This isn’t to say there's no bad side to all this. Wii's positive effect on the industry doesn’t come without question marks over how third-parties will deal with the fact Nintendo's software often sells far more than their own offerings. April's figures show a startling difference between the numbers moved by the big N's titles compared to those via third-parties, especially given the lack of non Nintendo Wii games in the top ten all format charts. If third-parties struggle, how can Wii be the 'saviour' of anything when it makes things more difficult for the majority of the development community?
It's not something that can be answered easily. If third-parties fail to capitalise on Wii's success it does indeed create a vacuum effect that both PS3 and Xbox 360 have comparatively fewer problems with (neither format has to directly deal with the intimidating strength of Nintendo's games), which could damage certain companies and do more harm than good.

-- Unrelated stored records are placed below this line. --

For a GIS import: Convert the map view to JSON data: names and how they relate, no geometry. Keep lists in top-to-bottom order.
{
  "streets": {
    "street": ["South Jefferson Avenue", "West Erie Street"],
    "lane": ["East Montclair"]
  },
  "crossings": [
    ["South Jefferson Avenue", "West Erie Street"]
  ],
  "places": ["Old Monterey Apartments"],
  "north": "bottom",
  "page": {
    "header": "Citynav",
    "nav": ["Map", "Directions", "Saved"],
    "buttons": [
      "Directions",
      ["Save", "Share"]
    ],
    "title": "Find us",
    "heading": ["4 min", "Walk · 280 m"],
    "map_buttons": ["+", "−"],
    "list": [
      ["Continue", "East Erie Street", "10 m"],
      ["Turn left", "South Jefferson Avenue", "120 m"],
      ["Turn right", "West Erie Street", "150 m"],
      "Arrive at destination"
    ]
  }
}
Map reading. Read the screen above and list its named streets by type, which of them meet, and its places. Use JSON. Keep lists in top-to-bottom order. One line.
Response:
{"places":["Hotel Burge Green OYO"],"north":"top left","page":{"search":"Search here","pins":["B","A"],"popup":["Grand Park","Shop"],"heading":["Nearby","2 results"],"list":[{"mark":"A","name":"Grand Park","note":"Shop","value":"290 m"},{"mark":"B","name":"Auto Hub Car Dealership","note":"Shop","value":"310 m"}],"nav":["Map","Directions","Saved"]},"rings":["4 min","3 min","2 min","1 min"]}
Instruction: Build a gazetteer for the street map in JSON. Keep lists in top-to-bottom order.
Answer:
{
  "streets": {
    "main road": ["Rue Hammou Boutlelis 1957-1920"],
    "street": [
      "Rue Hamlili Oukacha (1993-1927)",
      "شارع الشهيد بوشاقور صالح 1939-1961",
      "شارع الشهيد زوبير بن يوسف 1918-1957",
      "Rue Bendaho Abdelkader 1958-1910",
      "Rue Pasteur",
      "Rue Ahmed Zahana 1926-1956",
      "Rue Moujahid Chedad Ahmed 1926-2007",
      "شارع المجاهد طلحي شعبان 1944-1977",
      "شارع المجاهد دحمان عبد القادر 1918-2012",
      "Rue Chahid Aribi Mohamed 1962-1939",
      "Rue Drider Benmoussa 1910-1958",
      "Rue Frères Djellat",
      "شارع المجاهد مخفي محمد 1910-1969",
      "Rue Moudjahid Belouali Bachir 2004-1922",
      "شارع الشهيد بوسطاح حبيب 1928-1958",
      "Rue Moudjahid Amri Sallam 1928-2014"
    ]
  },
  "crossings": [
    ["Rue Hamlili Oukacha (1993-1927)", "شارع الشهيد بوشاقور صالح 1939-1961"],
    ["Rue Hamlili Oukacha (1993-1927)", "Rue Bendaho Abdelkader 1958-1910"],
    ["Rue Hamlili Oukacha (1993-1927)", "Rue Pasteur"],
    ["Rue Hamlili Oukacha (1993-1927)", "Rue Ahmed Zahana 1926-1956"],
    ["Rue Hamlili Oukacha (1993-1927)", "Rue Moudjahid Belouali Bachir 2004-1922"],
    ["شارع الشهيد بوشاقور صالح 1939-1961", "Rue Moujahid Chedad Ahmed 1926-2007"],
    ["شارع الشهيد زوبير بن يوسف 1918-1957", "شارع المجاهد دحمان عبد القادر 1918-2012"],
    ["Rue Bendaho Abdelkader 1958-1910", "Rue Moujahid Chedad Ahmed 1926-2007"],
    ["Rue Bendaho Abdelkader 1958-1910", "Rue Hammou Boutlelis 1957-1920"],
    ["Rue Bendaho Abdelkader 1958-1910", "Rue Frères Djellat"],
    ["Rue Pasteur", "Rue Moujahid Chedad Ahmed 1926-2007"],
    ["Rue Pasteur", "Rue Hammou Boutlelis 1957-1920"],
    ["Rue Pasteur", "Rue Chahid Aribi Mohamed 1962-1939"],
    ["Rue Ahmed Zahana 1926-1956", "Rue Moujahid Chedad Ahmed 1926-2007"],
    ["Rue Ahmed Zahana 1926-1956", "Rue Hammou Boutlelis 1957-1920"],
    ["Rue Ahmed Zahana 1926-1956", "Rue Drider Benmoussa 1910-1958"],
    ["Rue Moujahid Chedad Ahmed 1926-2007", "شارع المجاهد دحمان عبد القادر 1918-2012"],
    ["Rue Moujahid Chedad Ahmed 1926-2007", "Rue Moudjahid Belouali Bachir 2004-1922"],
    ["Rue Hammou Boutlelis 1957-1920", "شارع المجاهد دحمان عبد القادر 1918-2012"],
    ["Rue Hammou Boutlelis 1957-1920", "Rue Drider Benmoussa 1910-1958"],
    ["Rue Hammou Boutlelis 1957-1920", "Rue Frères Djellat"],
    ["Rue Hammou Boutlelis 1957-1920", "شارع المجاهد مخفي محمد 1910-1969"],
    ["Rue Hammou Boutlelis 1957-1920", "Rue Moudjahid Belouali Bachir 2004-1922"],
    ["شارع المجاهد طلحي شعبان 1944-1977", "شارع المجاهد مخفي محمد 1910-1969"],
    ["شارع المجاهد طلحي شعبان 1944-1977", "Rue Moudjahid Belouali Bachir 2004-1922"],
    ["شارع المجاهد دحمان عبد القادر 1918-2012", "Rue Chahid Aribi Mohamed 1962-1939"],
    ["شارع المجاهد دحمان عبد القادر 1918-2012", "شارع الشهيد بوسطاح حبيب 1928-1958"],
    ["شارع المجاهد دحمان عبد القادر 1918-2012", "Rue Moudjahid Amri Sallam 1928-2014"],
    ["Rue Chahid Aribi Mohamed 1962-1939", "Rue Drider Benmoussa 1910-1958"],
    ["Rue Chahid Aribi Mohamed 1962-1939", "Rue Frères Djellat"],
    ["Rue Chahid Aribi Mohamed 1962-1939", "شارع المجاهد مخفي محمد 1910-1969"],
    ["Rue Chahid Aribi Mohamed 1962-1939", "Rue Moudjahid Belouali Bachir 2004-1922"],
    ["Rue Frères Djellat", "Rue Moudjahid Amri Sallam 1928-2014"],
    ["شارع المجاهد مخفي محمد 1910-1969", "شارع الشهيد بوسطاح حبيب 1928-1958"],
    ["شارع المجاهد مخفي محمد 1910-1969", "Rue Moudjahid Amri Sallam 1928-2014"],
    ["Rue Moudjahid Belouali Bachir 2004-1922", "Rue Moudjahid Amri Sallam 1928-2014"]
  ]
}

However, the counter balance is that if Wii is expanding the industry as much as it is, then it means greater opportunities and a more forgiving atmosphere for error. It's better to do 'average' on a format with 10 million users than it is to do 'decently' on one with 5 million. Nintendo may not be the easiest publisher to work under, but when it houses a format that has an audience as swiftly growing as it is, the rewards are far greater than the risks. And if that means some devs would be willing to take a few more adventurous steps in design as well to stand out from the crowd or hell, just make BETTER games to force their way past Nintendo's first-party juggernauts, then we're the ones who benefit.
Not everyone will like it, but Wii's achievements ARE good for the games industry. It may be too early to say whether it's 'saved' it, or even if it needed saving in the first place, but given how large our medium has grown -and essentially so- from its influence, one thing is very clear: we're far better off with it than without…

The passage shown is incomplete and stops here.